[time-nuts] Are these PRS10's worth it ?

brucekareen at aol.com brucekareen at aol.com
Tue Dec 30 18:00:50 UTC 2014


My experience has been similar to Vasco's.  Of three defective PRS-10s acquired for about $100 or less each, one had a bad MiniCircuits 400 MHz VCO module and was an easy fix.  Another had a rubidium bulb issue that I traced to the driving FET.  I managed to replace the FET, but the replacement's bias characteristics were somewhat different than its predecessor's, keeping the sensing circuits in an alarm mode.  At the factory, bias adjustments are made in the software; but SRI does not provide access to this feature for customers.  I tried removing and replacing the FET with still another, but messed-up the circuit board in the process.  I wish now I had tried to alter the FET bias by adding external series or shunt resistors. 

The third unit has an intermittent condition that causes it to be slow to lock at times and fine at others.  I have spent hours trying to trace this, but so far without success.

If you decide to take a chance on these units, I would not be inclined to offer more than $100 as their repair is a crap-shoot.
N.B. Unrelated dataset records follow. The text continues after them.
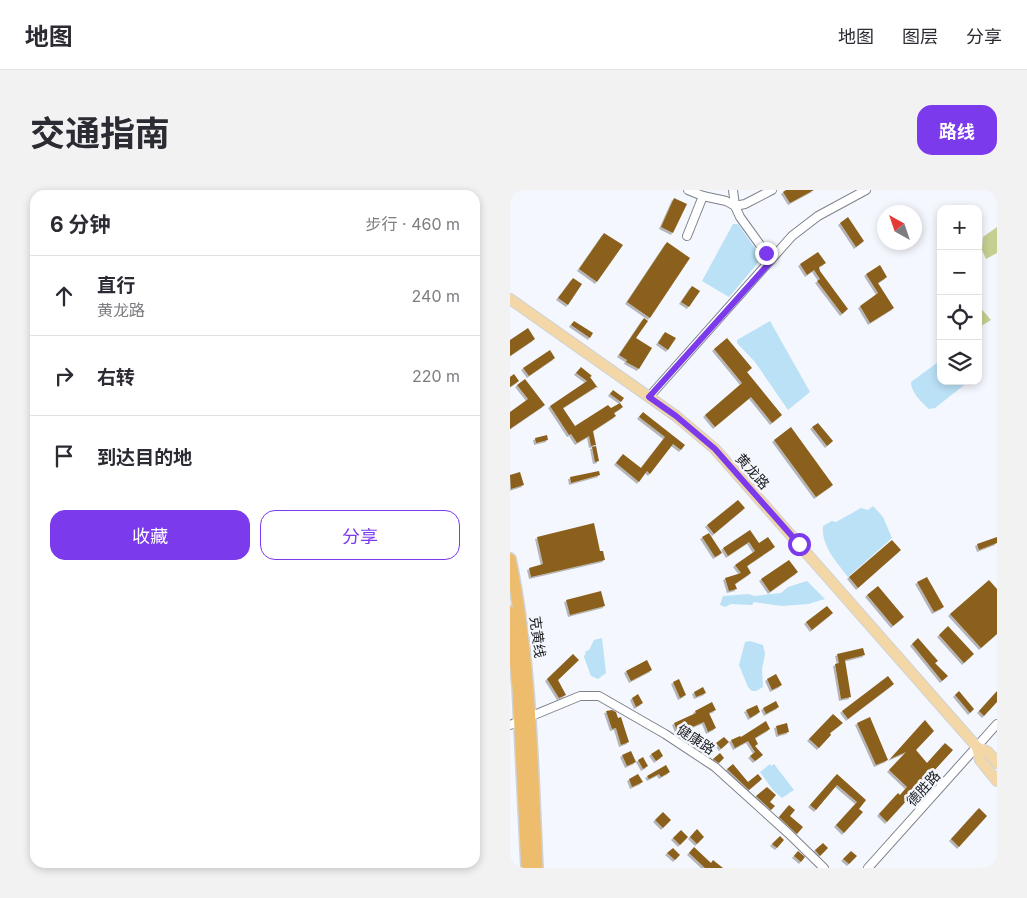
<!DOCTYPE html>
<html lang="zh">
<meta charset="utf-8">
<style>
:root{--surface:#fff;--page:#f2f2f3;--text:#2b2b33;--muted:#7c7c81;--line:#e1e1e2;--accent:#7c3aed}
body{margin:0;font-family:Inter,"Noto Sans SC",sans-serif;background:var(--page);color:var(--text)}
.controls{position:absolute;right:15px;top:15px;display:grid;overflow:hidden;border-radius:10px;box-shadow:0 2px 8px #0003}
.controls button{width:45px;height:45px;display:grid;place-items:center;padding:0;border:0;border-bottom:1px solid var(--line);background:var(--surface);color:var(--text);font:25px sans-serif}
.compass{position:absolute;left:367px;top:15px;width:45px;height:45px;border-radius:50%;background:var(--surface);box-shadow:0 2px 8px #0003;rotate:320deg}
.stop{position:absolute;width:15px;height:15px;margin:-11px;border:4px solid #7c3aed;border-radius:50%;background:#fff}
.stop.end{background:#7c3aed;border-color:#fff;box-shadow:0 1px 5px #0008}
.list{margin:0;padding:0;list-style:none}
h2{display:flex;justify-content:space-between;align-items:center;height:65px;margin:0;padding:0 20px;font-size:21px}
h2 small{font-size:16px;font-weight:400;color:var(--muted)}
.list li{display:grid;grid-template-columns:32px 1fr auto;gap:15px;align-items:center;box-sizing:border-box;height:80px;padding:0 20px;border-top:1px solid var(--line)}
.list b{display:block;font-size:19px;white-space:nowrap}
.list p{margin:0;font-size:16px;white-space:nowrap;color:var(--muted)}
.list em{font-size:16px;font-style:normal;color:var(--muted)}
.actions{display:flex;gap:10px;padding:15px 20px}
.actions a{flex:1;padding:11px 0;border:1px solid var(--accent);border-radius:15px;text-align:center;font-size:18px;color:var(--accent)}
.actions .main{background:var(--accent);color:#fff}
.icon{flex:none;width:28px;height:28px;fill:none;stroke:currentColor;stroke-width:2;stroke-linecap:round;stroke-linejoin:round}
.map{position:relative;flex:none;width:487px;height:678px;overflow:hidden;border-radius:15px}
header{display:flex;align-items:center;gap:30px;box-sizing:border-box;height:70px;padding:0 25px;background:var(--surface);border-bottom:1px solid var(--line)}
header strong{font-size:24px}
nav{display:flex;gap:28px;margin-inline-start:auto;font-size:18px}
.intro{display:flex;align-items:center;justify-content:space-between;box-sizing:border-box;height:120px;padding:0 30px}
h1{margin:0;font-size:35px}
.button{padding:12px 22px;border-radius:15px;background:var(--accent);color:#fff;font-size:18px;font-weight:700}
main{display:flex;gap:30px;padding:0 30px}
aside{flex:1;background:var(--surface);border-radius:15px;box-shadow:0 2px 8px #0003}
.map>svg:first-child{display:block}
</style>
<header>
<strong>地图</strong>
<nav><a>地图</a><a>图层</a><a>分享</a></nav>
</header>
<div class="intro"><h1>交通指南</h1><a class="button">路线</a></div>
<main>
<aside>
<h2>6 分钟<small>步行 · 460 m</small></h2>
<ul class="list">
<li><svg class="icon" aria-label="ahead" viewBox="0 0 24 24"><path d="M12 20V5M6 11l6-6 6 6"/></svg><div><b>直行</b><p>黄龙路</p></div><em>240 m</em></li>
<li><svg class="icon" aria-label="right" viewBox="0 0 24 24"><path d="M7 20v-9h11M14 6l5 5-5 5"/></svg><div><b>右转</b></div><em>220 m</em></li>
<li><svg class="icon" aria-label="arrive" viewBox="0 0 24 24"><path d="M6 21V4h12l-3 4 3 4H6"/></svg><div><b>到达目的地</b></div></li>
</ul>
<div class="actions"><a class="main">收藏</a><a>分享</a></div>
</aside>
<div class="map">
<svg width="487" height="678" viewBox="0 0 487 678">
<defs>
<filter id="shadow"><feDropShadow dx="-2" dy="2" stdDeviation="0" flood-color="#0004"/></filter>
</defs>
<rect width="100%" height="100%" fill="#f4f7fd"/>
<g fill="#c4cf90">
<path d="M487,37V63L476,69L472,60L473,47Z"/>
<path d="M468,115L481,130L468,138Z"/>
</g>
<g fill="#bae1f6">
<path d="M223,34H228L252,68L219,107L192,91Z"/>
<path d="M260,131L300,202L278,220L245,172L227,153V150Z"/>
<path d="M431,170V191L458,192L425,218L419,219C411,212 401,202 401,192Z"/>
<path d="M363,316L373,327L382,348L338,387C327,372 311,356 313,336L322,331L326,332L351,318L358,320Z"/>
<path d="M297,391L315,409L298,414L272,416L244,412L242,415L221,414L215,417L210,415L213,406L239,404L244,406L271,403L278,397Z"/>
<path d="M92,448L96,483L88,489L81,486L74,467L76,461L79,460L84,450Z"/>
<path d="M240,451L253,455L255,464L252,479L253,497L246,501H242L238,497L229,475L235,452Z"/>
<path d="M260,574L261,576L264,574L284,600L272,608L263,600L250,582Z"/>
</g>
<g fill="#8b601a" filter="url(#shadow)">
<path d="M276,0H304L280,13L273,2Z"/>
<path d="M164,8L177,14L163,43L151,37Z"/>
<path d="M338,27L354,51L346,57L330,33Z"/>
<path d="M94,43L113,55L87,92L69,79Z"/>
<path d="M157,52L180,68L140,128L117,112Z"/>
<path d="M308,62L316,73L309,77L310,81L338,119L332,124L307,91L310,89L304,80L297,85L290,74Z"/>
<path d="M370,75L377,87L368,93L384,118L360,133L350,116L368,103L356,84Z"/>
<path d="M63,88L72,94L58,115L48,108Z"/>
<path d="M182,96L190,101L179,117L171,112Z"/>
<path d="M134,128L138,131L126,148L142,158L129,179L116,172L117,170L109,165Z"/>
<path d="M64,131L83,143L80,148L61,135Z"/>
<path d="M18,138L25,149L0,166V150Z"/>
<path d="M155,142L166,148L158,160L148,153Z"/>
<path d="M217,148L242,178L237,182L272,225L262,233L241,207L205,237L195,225L232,193L204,159Z"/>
<path d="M40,160L45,168L19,186L13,178Z"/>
<path d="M71,177L82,186L80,187L88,198L86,197L53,218L65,236L98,215L101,218L110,213L113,217L104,223L106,226L83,241L86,255L81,256L79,246L67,253L61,244L59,245L40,216L77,191L66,183Z"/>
<path d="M4,184L9,191L0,197V187Z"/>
<path d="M15,189L35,215L0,239V222L18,209L7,195Z"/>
<path d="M103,200L114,208L111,212L100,204Z"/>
<path d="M133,222L175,255L171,260L163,254L140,284L137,281L129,292L106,273L113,264L131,278L155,247L129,227Z"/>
<path d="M308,233L323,251L317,256L302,237Z"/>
<path d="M281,237L323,295L306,307L264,250Z"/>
<path d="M37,245L38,250L26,253L25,248Z"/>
<path d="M86,256L89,271L85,272L82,257Z"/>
<path d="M89,281L90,285L61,293L60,287Z"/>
<path d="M10,282L14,295L1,299L0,285Z"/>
<path d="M228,310L235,318L204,344L197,335Z"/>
<path d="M84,333L90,361H93L95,370L21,387L19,378L33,374L27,347Z"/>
<path d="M240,340L249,353L258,347L265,357L237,376L241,383L225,394L227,399L219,401L215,388L231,383L225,375L245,361L239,352L218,366L213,358Z"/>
<path d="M199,343L212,363L205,367L192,347Z"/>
<path d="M487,347V353L469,360L467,354Z"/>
<path d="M382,350L391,360L348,398L339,387Z"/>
<path d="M279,370L288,382L260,402L251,389Z"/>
<path d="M417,387L434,417L424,422L407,392Z"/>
<path d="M479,390L487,399V444L471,458L440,424Z"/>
<path d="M368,396L394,427L383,436L357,405Z"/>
<path d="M91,401L95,416L60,425L56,410Z"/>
<path d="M317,416L323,423L302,440L296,432Z"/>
<path d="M438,436L464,464L454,473L429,445Z"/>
<path d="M408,448L428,471L425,473L438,486L432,491L402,454Z"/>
<path d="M353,458L355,465L335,470L341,507L331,509L325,474L329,473L327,464Z"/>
<path d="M63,464L69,470L48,490L56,505L49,508L37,489Z"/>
<path d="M137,470L142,480L121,491L116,481Z"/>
<path d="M266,484L272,495L262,500L257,489Z"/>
<path d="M378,486L384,494L338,529L332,521Z"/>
<path d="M169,489L176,505L170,508L163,492Z"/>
<path d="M193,497L196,503L186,507L184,502Z"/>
<path d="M449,501L464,519L460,523L445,505Z"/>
<path d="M487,501V512L474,526L469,521Z"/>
<path d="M128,504L133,513L126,517L122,508Z"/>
<path d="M266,511L269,517L256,524L253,518Z"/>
<path d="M202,512L206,520L199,523L206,538L198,542L194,532L168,543L164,533L186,523L185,521Z"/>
<path d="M247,515L250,522L240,528L236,520Z"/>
<path d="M102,520L106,522L108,528L111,527L119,552L111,555L106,538L102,539L96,521Z"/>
<path d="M323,524L333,533L320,543L321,545L309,558L299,549Z"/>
<path d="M360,527L378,570L366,575L347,533Z"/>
<path d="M415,530L424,541L406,560L417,573L435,553L443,560L377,632L369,624L388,603L390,605L397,597L379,580L396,562L380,569Z"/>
<path d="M256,531L260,539L245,548L248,554L245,556L253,565L245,571L240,566L245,562L238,551L225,558L221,550L230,546L231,547Z"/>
<path d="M277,533L279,542L268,545L266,536Z"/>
<path d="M214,547L219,552L211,559L206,553Z"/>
<path d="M149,559L153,566L146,571L141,564Z"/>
<path d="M121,561L126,572L117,576L112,565Z"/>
<path d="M210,563L214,568L209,573L203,569Z"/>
<path d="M133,567L138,576L133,579L128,570Z"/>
<path d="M223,574L238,592L248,584L252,589L239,600L217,579Z"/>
<path d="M156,575L160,582L151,587L149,584L139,589L137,586Z"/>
<path d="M128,584L133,592L122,597L119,589Z"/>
<path d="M327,584L356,610L349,619L353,622L334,643L326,635L347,612L327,595L306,620L300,615Z"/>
<path d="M257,597L266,605L260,612L265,616L261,620L246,606Z"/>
<path d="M279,615L285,620L280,626L293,637L287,644L269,627Z"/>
<path d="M469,618L477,626L449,657L441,649Z"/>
<path d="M153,622L161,630L153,638L145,630Z"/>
<path d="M187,639L194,647L187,654L180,647Z"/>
<path d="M171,640L178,647L170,655L163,648Z"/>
<path d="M270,646L274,650L267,658L262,654Z"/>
<path d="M313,653L318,658L310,666L305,660Z"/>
<path d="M184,657L201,673L203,670L213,678H195L179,663Z"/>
<path d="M163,658L170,665L165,670L157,663Z"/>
<path d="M288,661L295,667L291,672L284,666Z"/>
<path d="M341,661L347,666L339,674L333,669Z"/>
</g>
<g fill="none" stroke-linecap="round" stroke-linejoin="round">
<g stroke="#7e828c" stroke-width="10">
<g id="minor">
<path d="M178,0L193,6L216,11L225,16L230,27L261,70"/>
<path d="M223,0L225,16L235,14L262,0"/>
<path d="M177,46L193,6"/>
<path d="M139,207L282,46L308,26L356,0"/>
<path d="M0,535L70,506H89L155,544L205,577L278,643L314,678"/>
<path d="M358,678L487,534"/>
</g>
</g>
<g stroke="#d1d2d3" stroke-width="12">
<g id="major">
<path d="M0,109L166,226L205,259L467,557L478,562L487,573"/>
<path d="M467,557L470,570L487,591"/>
</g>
</g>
<g stroke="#d1d2d3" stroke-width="14">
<g id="highway">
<path d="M0,369C21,471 22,575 27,678"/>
<path d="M0,422L8,497L17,678"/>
</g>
</g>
<use href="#minor" stroke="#fff" stroke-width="8"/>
<use href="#major" stroke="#f4d7a7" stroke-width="10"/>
<use href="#highway" stroke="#edbc6d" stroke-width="11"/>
</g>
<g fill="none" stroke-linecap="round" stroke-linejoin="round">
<path stroke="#7c3aed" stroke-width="6" d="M256,63L262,70L139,207L166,226L205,259L289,354"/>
</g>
<g text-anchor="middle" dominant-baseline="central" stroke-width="5" stroke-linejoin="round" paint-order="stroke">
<g font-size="14" fill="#1b1d21" stroke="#f4f7fd">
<text transform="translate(243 281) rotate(48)">黄龙路</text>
<text transform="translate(28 447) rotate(83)">克黄线</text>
<text transform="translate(186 549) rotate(33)">健康路</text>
<text transform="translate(413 598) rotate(-48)">德胜路</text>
</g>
</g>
</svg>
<div class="controls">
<button>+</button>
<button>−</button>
<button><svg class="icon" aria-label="locate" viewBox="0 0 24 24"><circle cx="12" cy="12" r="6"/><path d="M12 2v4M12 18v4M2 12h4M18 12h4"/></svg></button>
<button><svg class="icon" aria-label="layers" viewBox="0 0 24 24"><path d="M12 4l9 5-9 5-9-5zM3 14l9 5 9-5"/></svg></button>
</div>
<svg class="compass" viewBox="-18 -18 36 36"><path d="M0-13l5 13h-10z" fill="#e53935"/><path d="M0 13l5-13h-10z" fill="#7c7c81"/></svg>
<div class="stop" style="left:289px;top:354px"></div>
<div class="stop end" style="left:256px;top:63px"></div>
</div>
</main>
I suspect many of the units offered for sale on eBay have been removed from Symmetricom TS-2500 and TS-2700 telephone industry timing sources.  PRS-10s from these seem to have Customer Number 123-44101-4 on the label.  I have also encountered PRS-10s with the Customer Numbers 123-44101-08 and -10 on the label and assume these were from other Symmetricom instruments.

By the way, The TS-2500 is a GPS-referenced source; however, the unit seems to compare its internal crystal oscillator with GPS, the PRS-10, and other 10 MHz sources (that can be connected for monitoring) and keeps track of their behaviors with a microprocessor.  It appears the PRS-10 is not locked to GPS, but is simply monitored and kept in reserve as a replacement frequency and timing source should GPS service fail.  If the PRS-10 frequency wanders out of the acceptable range, the TS-2500 shows a fault signal, but does not attempt to adjust the PRS-10.  Apparently the PRS-10's frequency is set at the Symmetricom factory and the unit is on its own after that.  It is included in the TS-2500 box as baggage to be used only if the GPS timing fails. As it is kind of expensive to burn an SRI PRS-10 simply as a standby, although this provision is understandably important to telephone companies, an unmodified TS-2500 is of questionable utility to hobbyists.